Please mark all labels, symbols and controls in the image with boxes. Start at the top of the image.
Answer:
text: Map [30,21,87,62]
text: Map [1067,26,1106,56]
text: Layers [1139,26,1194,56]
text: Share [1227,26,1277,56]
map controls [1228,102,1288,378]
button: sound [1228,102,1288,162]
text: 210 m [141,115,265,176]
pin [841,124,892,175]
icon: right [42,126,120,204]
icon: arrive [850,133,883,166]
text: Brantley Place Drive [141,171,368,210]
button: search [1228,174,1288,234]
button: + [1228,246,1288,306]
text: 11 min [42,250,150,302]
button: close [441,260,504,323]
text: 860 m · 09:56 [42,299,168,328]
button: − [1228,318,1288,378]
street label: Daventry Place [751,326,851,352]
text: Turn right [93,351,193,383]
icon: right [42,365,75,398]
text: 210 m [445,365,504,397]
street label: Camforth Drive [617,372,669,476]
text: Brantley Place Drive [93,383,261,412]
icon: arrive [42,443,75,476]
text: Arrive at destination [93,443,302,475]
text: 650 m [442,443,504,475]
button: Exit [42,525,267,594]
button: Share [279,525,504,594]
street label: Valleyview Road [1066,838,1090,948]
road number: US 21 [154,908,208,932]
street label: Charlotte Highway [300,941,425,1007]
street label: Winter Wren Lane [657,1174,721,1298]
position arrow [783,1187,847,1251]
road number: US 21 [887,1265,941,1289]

...

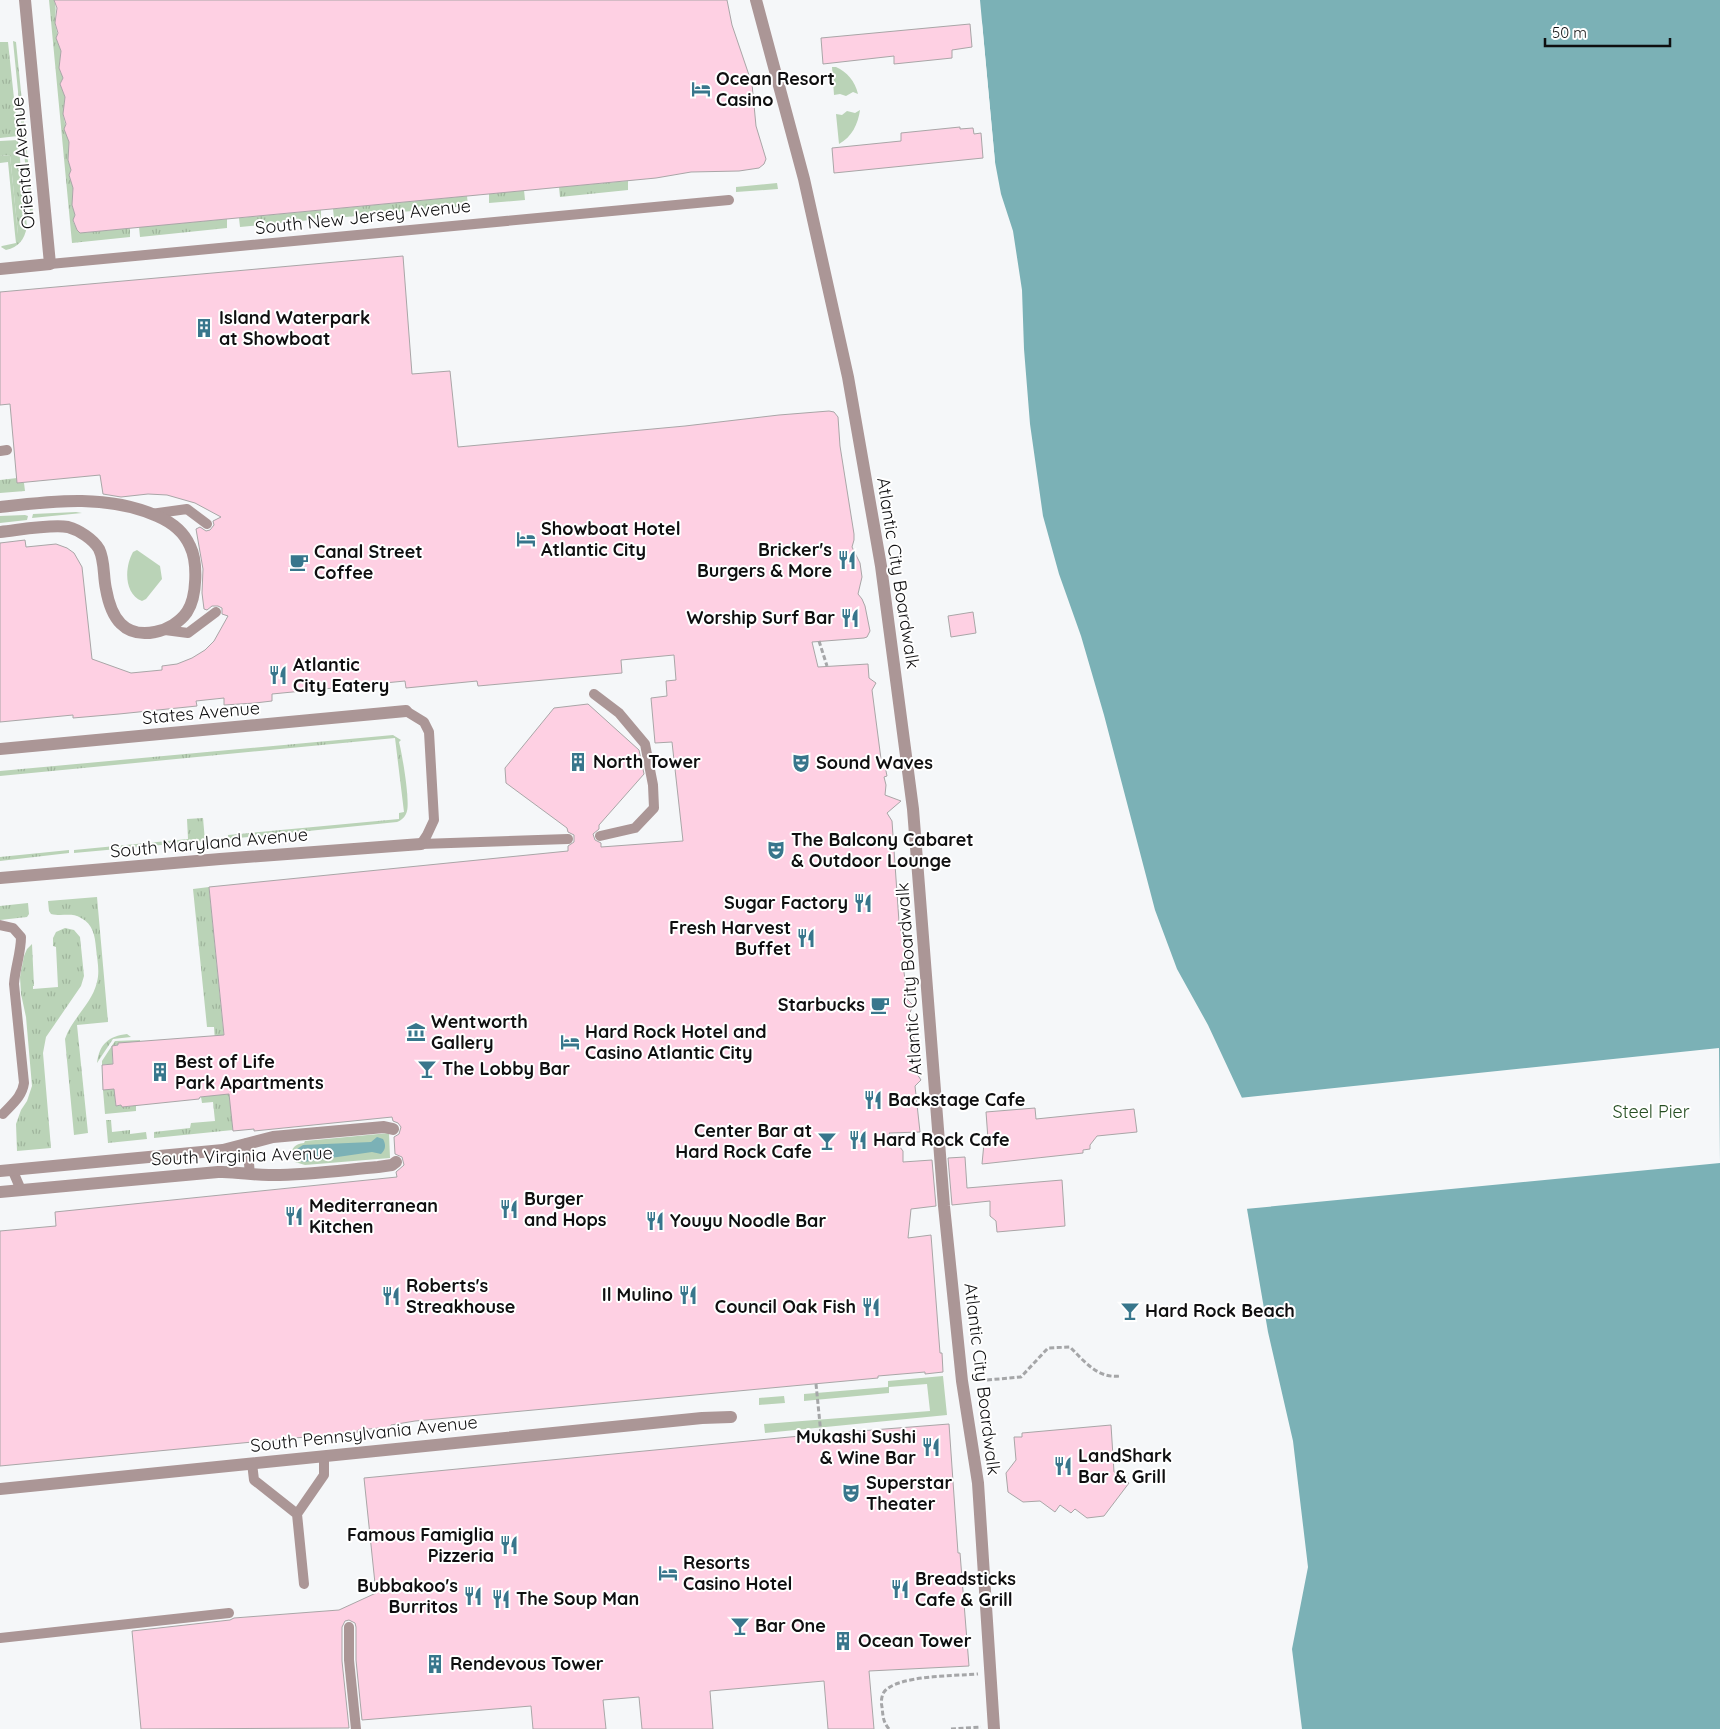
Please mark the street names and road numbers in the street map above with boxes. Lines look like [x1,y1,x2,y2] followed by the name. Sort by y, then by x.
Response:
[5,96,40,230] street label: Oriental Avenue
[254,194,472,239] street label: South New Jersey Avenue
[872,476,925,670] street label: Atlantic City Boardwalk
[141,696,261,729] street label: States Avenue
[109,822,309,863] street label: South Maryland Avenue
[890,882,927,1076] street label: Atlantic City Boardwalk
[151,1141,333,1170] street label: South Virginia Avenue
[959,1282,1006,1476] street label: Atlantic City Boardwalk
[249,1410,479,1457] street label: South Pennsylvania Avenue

[THE TASK]
Scan the records above for the word "with". Copy each line that has it.

[TASK SOLUTION]
Please mark all labels, symbols and controls in the image with boxes. Start at the top of the image.
Please mark the street names and road numbers in the street map above with boxes. Lines look like [x1,y1,x2,y2] followed by the name. Sort by y, then by x.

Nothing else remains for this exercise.